There are a few more things to note about the program counter:

  1. In the Java virtual machine specification, there is no OutOfMemoryError condition for the program counter area (maybe it feels unnecessary).

  2. Thread-private, each thread has a private program counter inside. Its life cycle is created with the creation of the thread, and dies with the end of the thread.

  3. When a thread is executing a Java method, this counter records the address of the virtual machine bytecode instruction being executed. If the Native method is being executed, the counter value is empty (Undefined).

1.2 Virtual machine stack

The virtual machine stack is also thread-private and synchronized with the life cycle of the thread. In the Java virtual machine specification, two exception conditions are specified for this area:

  1. StackOverflowError : Thrown when the thread request stack depth exceeds the depth allowed by the virtual machine stack.

  2. OutOfMemoryError : Thrown when the Java virtual machine dynamically expands to the point where it cannot apply for enough memory.

In the process of learning the Java virtual machine, we often see a sentence:

The JVM is executed by a stack-based interpreter, and the DVM is executed by a register-based interpreter.

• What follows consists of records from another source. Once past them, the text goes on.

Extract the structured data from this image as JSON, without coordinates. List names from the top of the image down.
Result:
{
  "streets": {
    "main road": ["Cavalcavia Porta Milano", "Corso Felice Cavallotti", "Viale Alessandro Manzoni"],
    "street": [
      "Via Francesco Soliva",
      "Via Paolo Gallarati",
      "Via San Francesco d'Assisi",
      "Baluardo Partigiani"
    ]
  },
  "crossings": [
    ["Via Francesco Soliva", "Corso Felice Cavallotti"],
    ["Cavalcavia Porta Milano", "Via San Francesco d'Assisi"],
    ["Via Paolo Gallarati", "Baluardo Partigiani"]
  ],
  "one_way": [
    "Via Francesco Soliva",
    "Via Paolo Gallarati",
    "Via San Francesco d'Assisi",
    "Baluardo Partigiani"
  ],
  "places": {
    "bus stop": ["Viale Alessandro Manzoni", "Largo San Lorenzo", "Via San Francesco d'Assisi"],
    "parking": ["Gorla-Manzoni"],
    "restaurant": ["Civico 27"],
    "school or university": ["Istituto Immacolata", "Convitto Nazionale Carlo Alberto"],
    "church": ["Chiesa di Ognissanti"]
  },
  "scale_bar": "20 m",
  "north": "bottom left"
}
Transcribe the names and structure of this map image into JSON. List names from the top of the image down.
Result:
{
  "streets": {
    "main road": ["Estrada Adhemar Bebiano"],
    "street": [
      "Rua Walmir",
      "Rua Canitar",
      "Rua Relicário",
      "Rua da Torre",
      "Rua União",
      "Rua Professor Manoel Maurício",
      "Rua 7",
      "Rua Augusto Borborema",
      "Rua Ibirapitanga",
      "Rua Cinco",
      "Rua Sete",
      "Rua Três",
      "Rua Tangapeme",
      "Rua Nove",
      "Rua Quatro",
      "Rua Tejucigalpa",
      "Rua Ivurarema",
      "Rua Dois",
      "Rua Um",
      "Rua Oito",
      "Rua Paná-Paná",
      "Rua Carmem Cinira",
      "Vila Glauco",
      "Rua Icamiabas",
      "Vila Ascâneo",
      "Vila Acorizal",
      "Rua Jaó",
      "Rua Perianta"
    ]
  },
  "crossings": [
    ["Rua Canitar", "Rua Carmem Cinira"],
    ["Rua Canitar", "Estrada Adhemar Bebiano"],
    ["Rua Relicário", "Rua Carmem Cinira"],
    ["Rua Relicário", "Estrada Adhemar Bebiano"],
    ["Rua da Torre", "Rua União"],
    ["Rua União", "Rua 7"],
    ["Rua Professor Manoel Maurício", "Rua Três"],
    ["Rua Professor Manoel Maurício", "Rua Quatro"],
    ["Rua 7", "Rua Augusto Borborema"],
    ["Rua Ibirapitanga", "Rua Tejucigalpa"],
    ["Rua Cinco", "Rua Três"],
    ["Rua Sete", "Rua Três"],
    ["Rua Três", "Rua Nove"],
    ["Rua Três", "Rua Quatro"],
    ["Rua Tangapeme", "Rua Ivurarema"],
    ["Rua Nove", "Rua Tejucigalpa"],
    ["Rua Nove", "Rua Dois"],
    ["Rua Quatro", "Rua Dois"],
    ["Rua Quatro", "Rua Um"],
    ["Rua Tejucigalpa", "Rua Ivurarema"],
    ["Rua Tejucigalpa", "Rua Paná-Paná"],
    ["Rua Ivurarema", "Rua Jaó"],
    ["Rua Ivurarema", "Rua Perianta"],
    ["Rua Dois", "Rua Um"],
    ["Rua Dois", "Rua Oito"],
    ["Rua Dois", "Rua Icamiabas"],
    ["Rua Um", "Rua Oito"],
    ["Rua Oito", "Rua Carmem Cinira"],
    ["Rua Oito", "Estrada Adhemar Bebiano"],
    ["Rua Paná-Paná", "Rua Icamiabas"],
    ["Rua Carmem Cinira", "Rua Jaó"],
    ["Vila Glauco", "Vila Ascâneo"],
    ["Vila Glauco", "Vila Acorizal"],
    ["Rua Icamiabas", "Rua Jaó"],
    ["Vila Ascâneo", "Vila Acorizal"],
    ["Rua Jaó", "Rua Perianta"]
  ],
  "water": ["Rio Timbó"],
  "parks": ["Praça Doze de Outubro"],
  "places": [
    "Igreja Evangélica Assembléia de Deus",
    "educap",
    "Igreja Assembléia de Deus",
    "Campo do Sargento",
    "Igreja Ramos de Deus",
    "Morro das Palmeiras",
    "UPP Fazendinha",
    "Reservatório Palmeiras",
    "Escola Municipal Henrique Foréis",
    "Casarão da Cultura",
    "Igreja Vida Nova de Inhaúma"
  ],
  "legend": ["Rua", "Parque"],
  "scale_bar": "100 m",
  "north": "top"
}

The "stack-based" in the above sentence refers to the virtual machine stack . The original intention of the virtual machine stack is to describe the memory model of Java method execution. When each method is executed, the JVM will create a stack frame in the virtual machine stack. Next, let's see what this stack frame is.

stack frame

Stack Frame is a data structure used to support virtual machine method calling and method execution. When each thread executes a certain method, it will create a stack frame for this method.

We can understand it this way: a thread contains multiple stack frames, and each stack frame contains local variable tables , operand stacks , dynamic links , return addresses, etc. As shown below:

local variable table

The local variable table is the storage space for variable values. The parameters passed when we call the method and the local variables created inside the method are all stored in the local variable table . When Java is compiled into a class file, the max_locals data item in the method's Code attribute table will determine the capacity of the maximum local variable table that the method needs to allocate. As shown in the following code:

public static int add(int k) {
    
    

	int i = 1;

	int j = 2;

	return i + j + k;

}

After decompiling with javap -v, the following bytecode instructions are obtained:

public static int add(int);

  descriptor: (I)I

  flags: ACC_PUBLIC, ACC_STATIC

  Code:

    stack=2, locals=3, args_size=1

      0: iconst_1

      1: istore_1

      2: iconst_2

      3: istore_2

      4: iload_1

      5: iload_2

      6: iadd

      7: iload_0

      8: iadd

      9: ireturn

The above locals=3 means that the length of the local variable table is 3, that is to say, after compilation, the length of the local variable table has been determined to be 3, and the parameters k and local variables i and j are saved respectively.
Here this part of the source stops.